Tenet 5. Trends Must Be Confirmed by Volume If higher volumes accompany a rising/falling trend then this is a good indicator of a strong trend confirmation. If there are low volumes then the there still may be a trend, but it’s not as representative of the overall view. Dow Theory assumes that volume accompanies price movements as an indicator. It's a secondary indicator confirming price moves and so confirming the trend - volume should increase as the price trends up or down indicating more people are on board. In our Apple example, look how On-Balance Volume (the orange line at the bottom of the chart) steadily increases through the primary up trend. This is a confirmation of the trend by volume, so the majority of money in the market should be moving with the trend and not against it. On balance volume (OBV) is a technical indicator that we will talk about later in the course. In the mean time all we need to know is OBV provides a running total of volume and shows whether this volume is flowing in or out of a given security.
Dow Theory - Tenet 5. Trend must be Confirmed by Volume
Tenet 6. Trends Exist Until Definitive Signals Prove They Have Ended A clear trend reversal must happen before a new primary trend starts. The trend is usually ended with a change in business or economic conditions strong enough to force the trend change. A trend may go through a correction into a secondary trend before continuing the primary trend. Looking at Technical analysis will help to establish trend ending indicators. The goal of trend traders is not to mistake a correction with the start of a new primary trend. This is why they wait for the weight of evidence to conclude the trend has definitely ended.

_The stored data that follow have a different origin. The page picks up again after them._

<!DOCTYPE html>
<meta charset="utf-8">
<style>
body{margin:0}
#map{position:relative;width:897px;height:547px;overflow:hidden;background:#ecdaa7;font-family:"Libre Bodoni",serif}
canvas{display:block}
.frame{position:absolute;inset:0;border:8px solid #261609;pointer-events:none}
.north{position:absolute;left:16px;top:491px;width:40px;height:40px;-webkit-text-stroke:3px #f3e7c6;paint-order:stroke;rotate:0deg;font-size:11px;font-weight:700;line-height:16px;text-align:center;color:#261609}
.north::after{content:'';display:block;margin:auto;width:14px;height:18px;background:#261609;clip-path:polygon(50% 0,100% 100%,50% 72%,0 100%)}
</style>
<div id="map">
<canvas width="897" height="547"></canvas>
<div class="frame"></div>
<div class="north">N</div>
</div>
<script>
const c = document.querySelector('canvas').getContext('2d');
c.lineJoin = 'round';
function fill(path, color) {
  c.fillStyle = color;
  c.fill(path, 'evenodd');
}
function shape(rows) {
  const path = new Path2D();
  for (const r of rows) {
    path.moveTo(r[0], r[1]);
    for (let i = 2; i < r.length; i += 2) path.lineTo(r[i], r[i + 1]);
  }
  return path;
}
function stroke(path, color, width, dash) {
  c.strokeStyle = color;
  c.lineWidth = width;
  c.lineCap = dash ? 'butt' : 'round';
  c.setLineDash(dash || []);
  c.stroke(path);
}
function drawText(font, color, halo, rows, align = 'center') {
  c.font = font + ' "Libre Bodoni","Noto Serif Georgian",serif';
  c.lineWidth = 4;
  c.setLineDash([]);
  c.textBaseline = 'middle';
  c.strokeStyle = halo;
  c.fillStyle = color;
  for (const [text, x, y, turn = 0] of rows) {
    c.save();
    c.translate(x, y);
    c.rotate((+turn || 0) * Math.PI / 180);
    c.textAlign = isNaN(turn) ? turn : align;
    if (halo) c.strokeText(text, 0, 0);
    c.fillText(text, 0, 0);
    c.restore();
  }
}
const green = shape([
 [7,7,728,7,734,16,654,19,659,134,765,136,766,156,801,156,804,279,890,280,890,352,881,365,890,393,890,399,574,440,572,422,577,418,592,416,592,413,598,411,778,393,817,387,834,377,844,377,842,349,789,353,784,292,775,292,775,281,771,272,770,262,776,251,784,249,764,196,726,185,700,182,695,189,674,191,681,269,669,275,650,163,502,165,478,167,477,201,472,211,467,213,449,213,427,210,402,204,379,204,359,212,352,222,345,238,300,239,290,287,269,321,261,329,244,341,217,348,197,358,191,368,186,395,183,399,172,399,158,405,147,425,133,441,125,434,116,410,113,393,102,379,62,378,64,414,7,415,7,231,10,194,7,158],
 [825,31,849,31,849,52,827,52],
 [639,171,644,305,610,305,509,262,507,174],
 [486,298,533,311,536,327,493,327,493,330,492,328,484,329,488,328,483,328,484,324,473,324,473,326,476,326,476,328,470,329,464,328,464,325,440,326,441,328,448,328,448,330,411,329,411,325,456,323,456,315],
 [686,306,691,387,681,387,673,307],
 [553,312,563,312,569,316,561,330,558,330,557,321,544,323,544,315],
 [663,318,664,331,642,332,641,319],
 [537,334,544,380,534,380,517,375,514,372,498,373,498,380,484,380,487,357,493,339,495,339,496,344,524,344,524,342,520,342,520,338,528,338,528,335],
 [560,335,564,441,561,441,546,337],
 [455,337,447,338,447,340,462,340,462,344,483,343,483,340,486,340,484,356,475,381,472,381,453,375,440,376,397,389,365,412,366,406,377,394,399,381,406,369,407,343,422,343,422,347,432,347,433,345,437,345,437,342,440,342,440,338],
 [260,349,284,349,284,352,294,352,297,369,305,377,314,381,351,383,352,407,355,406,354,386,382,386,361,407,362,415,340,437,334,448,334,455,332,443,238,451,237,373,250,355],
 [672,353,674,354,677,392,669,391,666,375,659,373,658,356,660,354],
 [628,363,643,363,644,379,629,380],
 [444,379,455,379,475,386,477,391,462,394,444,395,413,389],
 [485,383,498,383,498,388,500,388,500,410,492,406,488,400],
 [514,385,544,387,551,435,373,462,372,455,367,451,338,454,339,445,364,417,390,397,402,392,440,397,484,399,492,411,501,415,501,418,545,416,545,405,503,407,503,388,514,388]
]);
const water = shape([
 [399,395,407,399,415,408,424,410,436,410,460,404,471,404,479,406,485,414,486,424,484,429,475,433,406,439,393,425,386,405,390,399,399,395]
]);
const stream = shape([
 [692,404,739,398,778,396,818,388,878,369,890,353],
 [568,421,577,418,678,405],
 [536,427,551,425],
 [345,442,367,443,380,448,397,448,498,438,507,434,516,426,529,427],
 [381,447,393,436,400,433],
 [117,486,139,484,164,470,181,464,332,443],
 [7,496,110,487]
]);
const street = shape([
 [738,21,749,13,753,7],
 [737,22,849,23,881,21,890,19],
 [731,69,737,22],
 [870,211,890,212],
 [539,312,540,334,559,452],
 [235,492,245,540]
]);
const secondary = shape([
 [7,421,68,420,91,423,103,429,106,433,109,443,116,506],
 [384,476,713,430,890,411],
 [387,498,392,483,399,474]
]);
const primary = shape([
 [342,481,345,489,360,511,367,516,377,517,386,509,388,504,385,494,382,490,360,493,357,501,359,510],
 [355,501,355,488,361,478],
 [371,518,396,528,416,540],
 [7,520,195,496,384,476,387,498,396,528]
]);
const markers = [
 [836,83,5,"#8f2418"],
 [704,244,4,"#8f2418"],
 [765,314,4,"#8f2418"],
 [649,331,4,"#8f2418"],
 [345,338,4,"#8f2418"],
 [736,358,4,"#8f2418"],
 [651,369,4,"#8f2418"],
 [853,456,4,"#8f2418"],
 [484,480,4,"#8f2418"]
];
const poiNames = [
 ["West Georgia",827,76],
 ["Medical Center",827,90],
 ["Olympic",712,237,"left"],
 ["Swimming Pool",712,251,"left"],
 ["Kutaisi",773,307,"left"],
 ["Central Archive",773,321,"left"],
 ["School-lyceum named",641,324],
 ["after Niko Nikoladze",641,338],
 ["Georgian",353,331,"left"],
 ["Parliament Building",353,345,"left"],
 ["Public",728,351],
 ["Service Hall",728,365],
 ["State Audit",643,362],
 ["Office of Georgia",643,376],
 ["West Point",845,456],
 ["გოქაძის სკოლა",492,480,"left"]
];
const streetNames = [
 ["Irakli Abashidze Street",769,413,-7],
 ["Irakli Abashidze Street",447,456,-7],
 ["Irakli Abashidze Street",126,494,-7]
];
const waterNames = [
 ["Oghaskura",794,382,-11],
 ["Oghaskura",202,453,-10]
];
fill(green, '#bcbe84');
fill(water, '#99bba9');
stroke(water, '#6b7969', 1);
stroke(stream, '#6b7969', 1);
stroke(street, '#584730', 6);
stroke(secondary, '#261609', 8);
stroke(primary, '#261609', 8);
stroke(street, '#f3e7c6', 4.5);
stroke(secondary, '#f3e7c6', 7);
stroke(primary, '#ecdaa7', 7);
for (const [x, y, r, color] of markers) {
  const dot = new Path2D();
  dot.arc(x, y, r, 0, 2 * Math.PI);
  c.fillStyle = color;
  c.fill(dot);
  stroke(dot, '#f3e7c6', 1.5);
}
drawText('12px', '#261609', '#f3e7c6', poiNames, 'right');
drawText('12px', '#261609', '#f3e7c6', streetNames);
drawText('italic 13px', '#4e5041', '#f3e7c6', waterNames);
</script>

Conclusion Dow Theory forms building blocks for Technical Analysis, however the world has changed in the last 100 years. The links between all the indexes are less intertwined, as technology indexes have taken hold and other world indexes have acquired greater importance. More analysis of different indexes is now required reducing the accuracy of Dow Theory. There's no doubt Dow Theory is still important to TA though. Trending markets, market emotions and peak and trough analysis are found throughout TA so Dow Theory must be understood.